Through film, theatre, photography, books and other media, we can paint vivid pictures of the conditions in which people live and work, and of their struggle to find solutions. The arts have a unique capacity to raise awareness, build bigger constituencies for social justice and meet people where they are. The arts are also participatory, engaging affected communities directly in advocating for themselves. Think of the gospel music spirituals that were the soundtrack for the civil rights movement, or of the Jacob Riis photographs that exposed persistent poverty in New York City at the turn of the last century.

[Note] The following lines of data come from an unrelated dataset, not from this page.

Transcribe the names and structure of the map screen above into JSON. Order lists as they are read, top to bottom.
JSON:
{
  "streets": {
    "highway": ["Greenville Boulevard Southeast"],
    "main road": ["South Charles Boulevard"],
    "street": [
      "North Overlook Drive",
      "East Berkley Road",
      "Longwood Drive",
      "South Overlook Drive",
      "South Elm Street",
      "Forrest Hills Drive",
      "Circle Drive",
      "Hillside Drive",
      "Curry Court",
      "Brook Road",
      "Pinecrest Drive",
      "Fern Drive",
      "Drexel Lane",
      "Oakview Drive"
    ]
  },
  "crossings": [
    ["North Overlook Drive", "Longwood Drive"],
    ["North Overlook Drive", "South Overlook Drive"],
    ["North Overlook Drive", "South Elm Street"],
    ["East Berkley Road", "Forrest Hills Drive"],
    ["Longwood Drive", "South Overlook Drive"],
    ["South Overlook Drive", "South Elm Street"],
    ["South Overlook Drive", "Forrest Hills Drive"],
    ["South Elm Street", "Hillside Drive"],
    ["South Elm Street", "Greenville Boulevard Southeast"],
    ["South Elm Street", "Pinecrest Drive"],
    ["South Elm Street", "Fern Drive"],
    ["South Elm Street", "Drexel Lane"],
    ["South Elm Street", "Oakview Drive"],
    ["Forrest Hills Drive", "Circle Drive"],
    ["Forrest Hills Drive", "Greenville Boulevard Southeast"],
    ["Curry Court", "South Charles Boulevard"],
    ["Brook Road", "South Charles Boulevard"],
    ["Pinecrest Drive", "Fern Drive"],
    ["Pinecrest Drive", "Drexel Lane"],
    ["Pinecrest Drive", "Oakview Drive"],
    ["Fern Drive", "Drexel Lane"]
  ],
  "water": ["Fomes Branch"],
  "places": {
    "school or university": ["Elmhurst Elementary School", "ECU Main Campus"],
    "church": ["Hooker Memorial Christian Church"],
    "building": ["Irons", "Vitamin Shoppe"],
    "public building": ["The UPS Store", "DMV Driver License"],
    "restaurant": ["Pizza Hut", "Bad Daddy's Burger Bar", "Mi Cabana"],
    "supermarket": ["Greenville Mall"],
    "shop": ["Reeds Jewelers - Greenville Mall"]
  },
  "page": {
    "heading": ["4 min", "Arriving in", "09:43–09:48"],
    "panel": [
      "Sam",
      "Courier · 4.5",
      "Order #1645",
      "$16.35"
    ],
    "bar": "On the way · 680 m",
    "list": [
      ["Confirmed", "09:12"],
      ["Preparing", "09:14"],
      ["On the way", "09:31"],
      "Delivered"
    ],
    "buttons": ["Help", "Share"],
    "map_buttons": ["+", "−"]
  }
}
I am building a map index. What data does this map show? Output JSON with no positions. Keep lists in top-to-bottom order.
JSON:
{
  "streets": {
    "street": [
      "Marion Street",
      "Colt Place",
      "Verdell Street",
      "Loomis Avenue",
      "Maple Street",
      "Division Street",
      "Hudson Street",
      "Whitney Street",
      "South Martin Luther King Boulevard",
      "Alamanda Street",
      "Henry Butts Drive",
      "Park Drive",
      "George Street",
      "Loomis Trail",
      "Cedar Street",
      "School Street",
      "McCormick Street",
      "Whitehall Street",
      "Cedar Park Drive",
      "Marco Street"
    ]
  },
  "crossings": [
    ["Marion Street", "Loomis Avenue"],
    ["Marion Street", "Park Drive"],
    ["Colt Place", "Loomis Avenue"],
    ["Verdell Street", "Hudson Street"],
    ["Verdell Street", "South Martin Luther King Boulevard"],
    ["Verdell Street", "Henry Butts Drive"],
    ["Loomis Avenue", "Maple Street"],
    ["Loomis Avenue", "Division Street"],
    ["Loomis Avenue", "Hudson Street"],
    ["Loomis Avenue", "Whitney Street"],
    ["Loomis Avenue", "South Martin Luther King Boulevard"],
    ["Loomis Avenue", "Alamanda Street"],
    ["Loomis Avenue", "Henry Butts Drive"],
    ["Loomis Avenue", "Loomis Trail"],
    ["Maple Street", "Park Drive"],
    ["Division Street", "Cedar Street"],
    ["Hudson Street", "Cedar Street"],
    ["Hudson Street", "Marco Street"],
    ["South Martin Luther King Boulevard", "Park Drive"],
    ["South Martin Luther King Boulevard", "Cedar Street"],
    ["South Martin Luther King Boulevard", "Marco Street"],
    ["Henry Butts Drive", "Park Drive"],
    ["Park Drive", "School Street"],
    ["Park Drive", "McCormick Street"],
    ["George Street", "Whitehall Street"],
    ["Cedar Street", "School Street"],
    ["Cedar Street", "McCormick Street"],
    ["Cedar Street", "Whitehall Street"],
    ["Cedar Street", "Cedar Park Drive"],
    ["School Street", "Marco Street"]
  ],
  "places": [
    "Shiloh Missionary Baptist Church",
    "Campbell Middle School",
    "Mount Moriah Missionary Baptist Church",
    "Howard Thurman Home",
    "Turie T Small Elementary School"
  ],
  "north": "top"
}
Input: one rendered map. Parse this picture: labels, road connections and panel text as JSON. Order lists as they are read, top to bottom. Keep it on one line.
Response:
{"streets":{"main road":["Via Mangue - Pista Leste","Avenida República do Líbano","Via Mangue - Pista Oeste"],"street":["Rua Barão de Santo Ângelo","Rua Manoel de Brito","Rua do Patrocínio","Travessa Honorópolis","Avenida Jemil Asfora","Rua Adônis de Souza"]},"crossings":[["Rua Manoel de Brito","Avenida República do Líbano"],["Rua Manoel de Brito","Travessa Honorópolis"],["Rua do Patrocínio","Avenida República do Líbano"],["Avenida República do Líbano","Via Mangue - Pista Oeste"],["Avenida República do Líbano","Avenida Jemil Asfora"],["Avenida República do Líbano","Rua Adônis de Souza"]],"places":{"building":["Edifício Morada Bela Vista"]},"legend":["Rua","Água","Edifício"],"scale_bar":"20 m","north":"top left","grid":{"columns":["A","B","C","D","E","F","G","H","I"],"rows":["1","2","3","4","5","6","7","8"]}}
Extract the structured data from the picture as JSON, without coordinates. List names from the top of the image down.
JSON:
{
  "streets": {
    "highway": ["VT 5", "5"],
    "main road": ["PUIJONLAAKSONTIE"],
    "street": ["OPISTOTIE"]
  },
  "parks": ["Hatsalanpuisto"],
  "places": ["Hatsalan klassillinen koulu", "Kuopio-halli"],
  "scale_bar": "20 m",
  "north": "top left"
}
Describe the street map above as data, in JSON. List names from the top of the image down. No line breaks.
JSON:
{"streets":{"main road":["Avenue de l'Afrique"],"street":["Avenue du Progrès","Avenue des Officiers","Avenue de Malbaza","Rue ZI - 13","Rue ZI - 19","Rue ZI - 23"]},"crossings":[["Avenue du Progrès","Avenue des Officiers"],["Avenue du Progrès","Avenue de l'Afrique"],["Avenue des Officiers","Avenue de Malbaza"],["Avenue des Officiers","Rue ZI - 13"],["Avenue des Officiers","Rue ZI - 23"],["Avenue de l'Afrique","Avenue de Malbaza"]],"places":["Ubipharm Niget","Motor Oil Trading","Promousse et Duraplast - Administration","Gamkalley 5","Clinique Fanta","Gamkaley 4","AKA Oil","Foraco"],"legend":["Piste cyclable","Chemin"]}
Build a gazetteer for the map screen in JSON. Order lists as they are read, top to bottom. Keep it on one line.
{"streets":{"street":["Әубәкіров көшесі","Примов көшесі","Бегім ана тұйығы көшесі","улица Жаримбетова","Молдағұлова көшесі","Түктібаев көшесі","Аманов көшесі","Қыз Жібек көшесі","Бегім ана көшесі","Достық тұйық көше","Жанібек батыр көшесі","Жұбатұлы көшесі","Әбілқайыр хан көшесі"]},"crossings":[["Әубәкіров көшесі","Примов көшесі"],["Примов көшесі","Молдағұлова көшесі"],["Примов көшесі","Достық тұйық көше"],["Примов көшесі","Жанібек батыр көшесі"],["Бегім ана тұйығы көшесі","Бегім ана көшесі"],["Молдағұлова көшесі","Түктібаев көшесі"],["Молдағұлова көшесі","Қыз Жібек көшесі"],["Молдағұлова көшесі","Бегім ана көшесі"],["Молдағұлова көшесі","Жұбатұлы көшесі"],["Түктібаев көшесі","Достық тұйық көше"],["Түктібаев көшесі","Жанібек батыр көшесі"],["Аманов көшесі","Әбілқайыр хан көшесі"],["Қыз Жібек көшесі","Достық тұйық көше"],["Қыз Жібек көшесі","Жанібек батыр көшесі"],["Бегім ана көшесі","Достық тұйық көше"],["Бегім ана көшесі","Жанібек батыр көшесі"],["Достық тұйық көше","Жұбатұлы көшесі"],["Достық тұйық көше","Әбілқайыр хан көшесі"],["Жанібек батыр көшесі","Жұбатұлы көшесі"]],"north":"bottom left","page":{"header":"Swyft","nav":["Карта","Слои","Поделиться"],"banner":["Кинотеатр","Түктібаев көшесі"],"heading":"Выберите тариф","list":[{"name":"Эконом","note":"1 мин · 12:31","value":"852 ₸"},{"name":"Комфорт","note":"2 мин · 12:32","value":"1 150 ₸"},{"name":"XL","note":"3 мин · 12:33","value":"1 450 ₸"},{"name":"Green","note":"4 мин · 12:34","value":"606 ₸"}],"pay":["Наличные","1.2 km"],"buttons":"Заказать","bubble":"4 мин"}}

There are examples of this impact throughout Atlantic’s work around the globe. In South Africa, our grantee, Out in Africa, has coordinated the annual Gay and Lesbian Film festival since 1994. Although lesbians, gays, bisexual and transgender (LGBT) people are promised equality under the South African Constitution, they still experience widespread prejudice. Suicide rates are high; discrimination is common; and violence is frequent – in particular the horrific ritual rape of lesbians. Homophobia in South Africa is a significant challenge – and a focus of Atlantic’s Reconciliation & Human Rights Programme.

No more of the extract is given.